A nearby room houses the dermatologist. His line is constant, children and adults alike. Just inches from his door, a medical student is trying to get the temperature of a squirming toddler. It is difficult because the heat in the room has made everyone flushed. Yet, despite the discomfort and the chaos, the emotion in the room is nearly jubilant. There is free food. There are supplies like sunscreen and Band-Aids to take home. And there is care.
The internist has two brightly-colored plastic tablecloths attached by clothespins to a rope across one side of the room for his exam area. People rush to his aid every few minutes as the make-shift screen pulls free. His line of patients grows, wrapping across the wall, through the triage tables, and past the ophthalmology room. The ophthalmologist ran out of space in his room ages ago, and the students are doing rapid eye exams next to the food tables, using hand-held cards and the lights from their cell phones. More students push through the crowds, guiding patients to the tables where an expectant team hears their concerns: a pain twinging, a lump felt, an odd rash. Yet more students weave through to the pharmacy, its windows looking out on the flood of patients. The pharmacists are pacing, making call after call in search of medications that the patients can afford. They call in favors and pull coupons from the internet, hand writing instructions on bottles of ibuprofen while they wait on hold.
In the back corridor, children are everywhere. School starts next month and it is time for annual exams. They hop across the room chasing a makeshift rubber-glove balloon as the pediatrician assess their gait and balance. A toddler wobbles between the knees of a medical student, thumb in her mouth as a social worker holds up objects to assess her development. There are so many children that the social workers and counselors have relinquished their room to the pediatric overflow. They are now holding whispered sessions in the corner by the restrooms, knee to knee with their patients, foreheads nearly touching. Other social workers have moved outside, abandoning the relative comfort of the air conditioning for a secluded corner under an awning at the edge of the parking lot.

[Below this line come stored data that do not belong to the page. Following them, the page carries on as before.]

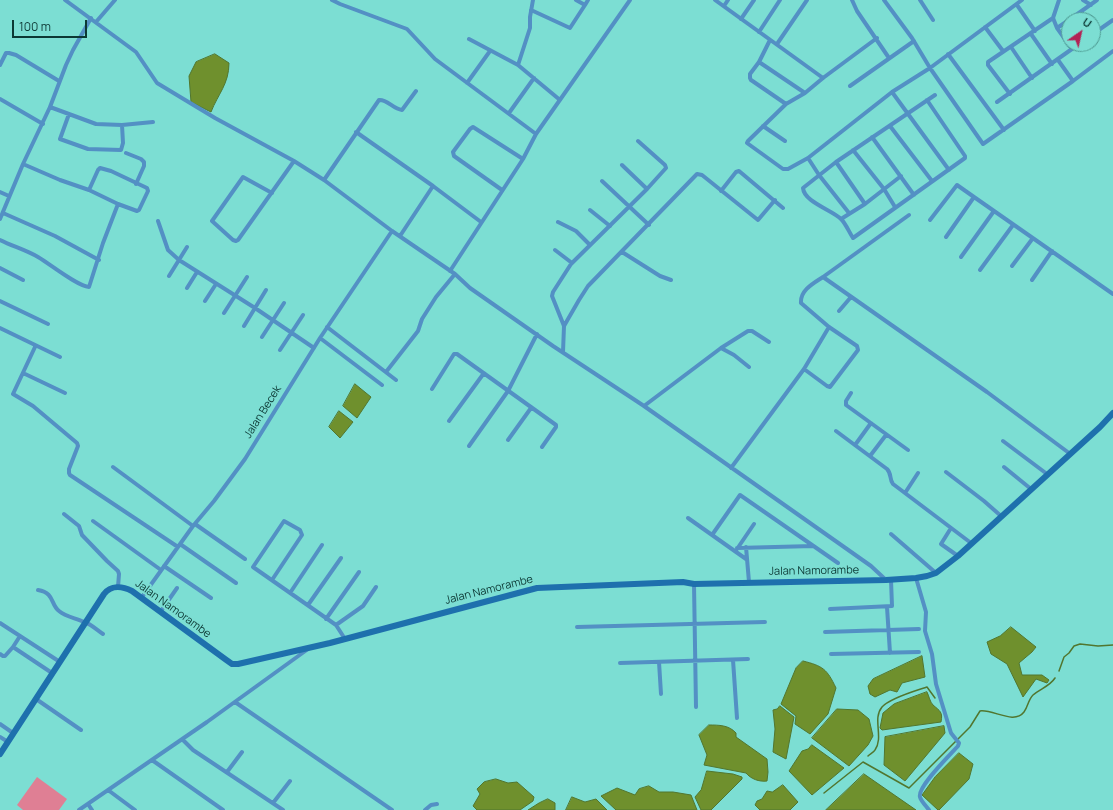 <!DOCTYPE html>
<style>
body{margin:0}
#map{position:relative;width:1113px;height:810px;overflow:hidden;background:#7cded3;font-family:Manrope,sans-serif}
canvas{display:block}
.north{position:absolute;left:1061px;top:12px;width:40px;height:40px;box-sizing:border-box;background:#7cded3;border:1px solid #4f9c93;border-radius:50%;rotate:34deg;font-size:11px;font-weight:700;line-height:16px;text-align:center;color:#0c3834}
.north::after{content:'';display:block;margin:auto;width:14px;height:18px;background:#b22255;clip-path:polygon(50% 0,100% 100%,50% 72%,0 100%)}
.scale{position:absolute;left:12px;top:20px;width:75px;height:18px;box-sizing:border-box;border:2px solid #0c3834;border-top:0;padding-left:5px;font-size:12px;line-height:14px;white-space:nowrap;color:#0c3834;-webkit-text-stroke:3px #7cded3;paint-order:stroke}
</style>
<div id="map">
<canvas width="1113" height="810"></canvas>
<div class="north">U</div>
<div class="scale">100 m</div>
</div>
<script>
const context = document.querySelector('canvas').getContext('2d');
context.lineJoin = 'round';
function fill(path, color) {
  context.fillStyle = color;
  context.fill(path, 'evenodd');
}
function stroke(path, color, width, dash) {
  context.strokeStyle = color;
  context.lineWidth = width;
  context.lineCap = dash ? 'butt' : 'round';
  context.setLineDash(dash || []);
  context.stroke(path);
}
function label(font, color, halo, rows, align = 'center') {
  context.font = font + ' Manrope,sans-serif';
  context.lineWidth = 4;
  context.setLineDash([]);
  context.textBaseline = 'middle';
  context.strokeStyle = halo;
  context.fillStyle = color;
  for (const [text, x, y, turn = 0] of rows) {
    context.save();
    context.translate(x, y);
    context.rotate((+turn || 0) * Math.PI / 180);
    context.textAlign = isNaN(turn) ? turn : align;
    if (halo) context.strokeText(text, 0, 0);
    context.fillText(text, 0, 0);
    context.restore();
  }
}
fill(new Path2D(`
 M37 777 67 799 59 810H23L17 805Z`), '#df7f94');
const water = new Path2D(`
 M215 54 229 63C229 84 218 94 211 112L191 102 189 76 196 62Z
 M355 384 371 397 357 418 343 406Z
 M339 411 353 422 340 438 329 427Z
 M1011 627 1036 647 1032 652 1019 663 1022 675H1042L1049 680 1047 683 1036 679 1023 697 1007 664 991 654 987 642 1000 636Z
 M922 656 925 677 902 683 897 692 890 690 875 697 870 694 868 686 873 679Z
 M803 661C823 666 827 669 836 688L828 714 810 734 795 724 796 716 781 704 796 668Z
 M927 692C929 696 930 702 933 705 940 711 943 712 941 722L882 730 880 728 883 713 894 704Z
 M780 706 794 717 786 759 773 752 775 729 773 710 777 709Z
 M837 709 858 710 869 719 873 736 868 745 849 766 812 738Z
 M709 725C719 725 729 725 736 733V737L767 759 768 772 767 781C759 782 751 779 746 773L704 765 707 755 699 735Z
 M944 726 945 733 905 781 884 765 885 737Z
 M812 745 844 768 812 795 789 771 802 751 808 749Z
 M959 753 973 764 969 779 939 810H938L922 795 935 777Z
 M707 771 733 774 742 777V779L711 810H701L695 797 701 790Z
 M864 774 916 810H826Z
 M496 779 508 783 517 782 534 797 533 801 520 810H477L473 806 480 794 477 789 484 782Z
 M783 785 798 802 790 810H760L755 805 757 801 762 799 767 791 772 792Z
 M649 786 659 792H673L691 795 697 810H616L601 796 617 788 635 795 639 789Z
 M572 797 585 802 596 799 607 810H566Z
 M548 799 555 803V810H528L539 803Z`);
fill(water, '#6f902d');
stroke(water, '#51762f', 1);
stroke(new Path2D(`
 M1059 671 1064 657 1069 653 1074 646 1080 644 1098 646 1113 645
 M868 756C870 754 874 752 875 750 884 737 872 719 882 707 890 698 915 691 927 687L935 698
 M824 793 863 762 909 788 970 727 980 711C993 709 1014 725 1024 712 1028 707 1028 700 1033 695 1040 689 1050 686 1055 678`), '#51762f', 1.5);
stroke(new Path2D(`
 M65 0 136 52 157 83 215 118 294 161 324 180 392 231 455 274 470 288 553 346 644 406 871 566 886 580
 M332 0 340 4 407 29 435 59 536 134
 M533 0 530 17V28L518 65 560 100
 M576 0 585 5 588 0
 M715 0 823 78
 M852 0 857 11 889 58
 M884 0 912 38 930 68 983 144 1073 81 1113 51
 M920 0 933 20
 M1059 0 1053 18 1057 28 1072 49
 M1083 0 1091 5
 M1017 5 1035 31
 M724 6 728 0
 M531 10 570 28 585 5
 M741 19 754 0
 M1069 20 1097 0
 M96 22 115 0
 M985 27 1003 51
 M1057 28 1069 20
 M759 32 780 0
 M1031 34 1052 64
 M1093 34 1113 20
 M877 38 823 78 805 93 786 104 748 141 747 143 783 169H788L808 158 892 92 930 68 1022 0
 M469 39 518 65
 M770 40 759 62 750 74V78L751 80 786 104
 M777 44 807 0
 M1011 47 1032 78
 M948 54 1004 130
 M1058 60 1073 81
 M759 62 805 93
 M0 65 6 53H9L16 55 59 81
 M467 83 490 51
 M850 86 914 41
 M892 92 949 170
 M1010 94 991 69 988 65V62L1053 18
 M0 99 43 124
 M927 100 965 156V158L853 238C849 232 846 224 841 219 832 210 804 202 803 188L836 162 935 95
 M997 102 1079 44
 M50 107 96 124 122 125 153 122
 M509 113 534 78
 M69 114 60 139 88 149 121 150 123 143 122 125
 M763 126 785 141
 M890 126 932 181
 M356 132 433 186 481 222
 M872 137 914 195
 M853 150 884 189 895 207
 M126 153 141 159 144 162V166L136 184
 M808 158 819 175 849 213
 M836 162 865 204
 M23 164 60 180 89 190 118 204 137 211 139 210 148 191 147 188 111 171 100 168 98 170 89 190
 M622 165 647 189
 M324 180 379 100C387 99 393 109 402 110L416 91
 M602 181 649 225
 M502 190 454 156 453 152 470 129 473 127 523 159
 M721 191 736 172 739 171 783 208
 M0 192 9 196
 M272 193 243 177 212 221 233 240 236 241 238 240 294 161
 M590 210 610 226
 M3 213 55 236 99 260
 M0 219 23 164 50 107 66 65 73 50 91 18
 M841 219 865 204 901 176
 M930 220 957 185 974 197
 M158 221 168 250 179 260 255 308 314 348
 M558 222 576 231 590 245
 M400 236 433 186
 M946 237 974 197 1113 294
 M0 240C12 246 26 250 38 257 50 264 77 286 89 287L103 243 118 204
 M555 250 572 263
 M622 252 660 276 671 280
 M961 257 994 211
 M1012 266 1033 238
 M0 268 23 280
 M980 270 1013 225
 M450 271 523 159 536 134 630 0
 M169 276 187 247
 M823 277 909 215
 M1032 280 1052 251
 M187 288 197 272
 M0 301 48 324
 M205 301 216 284
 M839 311 851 297
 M224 313 247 277
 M244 326 266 290
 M564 326 579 300 588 286 697 174 702 175 758 220 775 200
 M327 327 396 380
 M0 328 60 357
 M262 337 284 303
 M320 338 382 385
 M35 345V347L13 394 33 406 77 443 78 446 69 469V473L70 475 178 547
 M721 348 734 355 749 367
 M280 350 303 315
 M563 352 564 326 552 296 553 292 571 264 647 189 666 168 665 165 638 141
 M804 369 827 386 830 387 858 350 857 346 829 327 801 303C800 290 814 283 823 277L987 392 1069 453
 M386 372 418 331 422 319 436 297 455 274
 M23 373 65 393
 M432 389 454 354H457L556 425V427L542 447
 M851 393 846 401V405L908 450
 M644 406 721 348 748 331H752L769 342
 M449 421 484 373
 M836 431 887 469C892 474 889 479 893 484L971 543
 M508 440 531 408
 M1003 441 1047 474
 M855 445 871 423
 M469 446 508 391 537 334
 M870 456 886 435
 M113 467 193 526
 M1004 467 1031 489
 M731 468 804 369 829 327
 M946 472 984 501 1001 516
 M905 493 918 473
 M64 514 79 526 82 535 107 561 118 571 119 574 118 587
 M688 518 746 559
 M93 521 161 570
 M195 524 245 559
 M951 528 941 544 958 556
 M891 534 936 573
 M712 535 740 495 838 563
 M180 544 236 583
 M746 547 749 582
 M737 548 813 546
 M737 549 754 524
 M164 566 211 598
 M916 578 926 612 925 631 932 654 936 684 951 733 959 743 958 746C951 754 917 787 920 797 921 801 926 806 929 810
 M272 580 302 535 300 530 284 521 253 567 336 625 345 639
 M694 584 696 707
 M38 590C55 593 50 604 59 611 66 617 76 618 84 622 91 624 97 630 103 634
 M290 593 322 545
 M142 597 193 526 214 501 245 459 320 338 392 231
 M308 605 341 558
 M887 607 890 653
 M830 609 892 606 891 580
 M161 611 177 588
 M326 619 359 572
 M0 623 20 636 13 647 5 656H3L0 654
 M336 625 363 606 376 587
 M577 627 765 622
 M825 632 919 629
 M20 636 60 662
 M13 647 52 673
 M831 654 919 652
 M733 660 737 718
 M659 662 661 694
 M620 663 748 659
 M36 699 81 730
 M235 702 392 810
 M0 724 13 733
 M0 737 8 742
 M182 739 193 750 283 810
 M152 760 223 810
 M227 772 242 752
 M108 790 135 810
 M273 803 290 781
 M88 804 92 810
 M79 810 207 722 308 649
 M425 810 431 805 437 804`), '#5390c4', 4);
stroke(new Path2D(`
 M0 754 104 594C111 585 122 586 132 591L225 659 232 664H238L330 643 537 588 683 582 694 584 886 580 916 578 927 576 936 573 958 556 1100 427 1113 413`), '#1e70ad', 6);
label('11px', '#0c3834', '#7cded3', [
 ["Jalan Becek",263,412,-58],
 ["Jalan Namorambe",814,571,-1],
 ["Jalan Namorambe",489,590,-14],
 ["Jalan Namorambe",173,609,36]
]);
</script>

The check-out desk is flooded with papers. Despite all preparation, the electronic medical record has slowed to a stand-still and patient records are being filled out in thick stacks of paper that are being manually entered by a harried student. Surveys pile up on the other side of the desk, the patients’ simple needs documented in the hopes that more resources can be found for this community.
Two hours before the clinic is set to close, the check-in desk has stopped accepting patients. Those still waiting have been given tickets to return later. The clinic has reached capacity, and it will take another hour at least to filter through the last of the patients in the building. More experienced medical students are called in to do quick exams on the long line waiting to see the internist and they cluster around the patients, interpreters rushing over to speed up the already rapid conversations.
The night is done. Exhaustion is clear in the set of the internist’s shoulders as he leans against the wall. The room smells of antiseptic as tables are wiped down. The student is still entering piles of patient records into the computer. Many of the volunteers scarf down granola bars, the first food they have had the time to eat for hours. Clinicians are on phones around the room, calling in prescriptions and filling the appointment slots of the free clinic in the next city, thirty minutes away, with patients needing more complicated care. How the patients will manage to make the long trip is still unknown. Two days later, this will all happen again. It has to. This community has been without a free clinic for years. And this is a community that cannot afford to have lost that support. There is work still left to be done.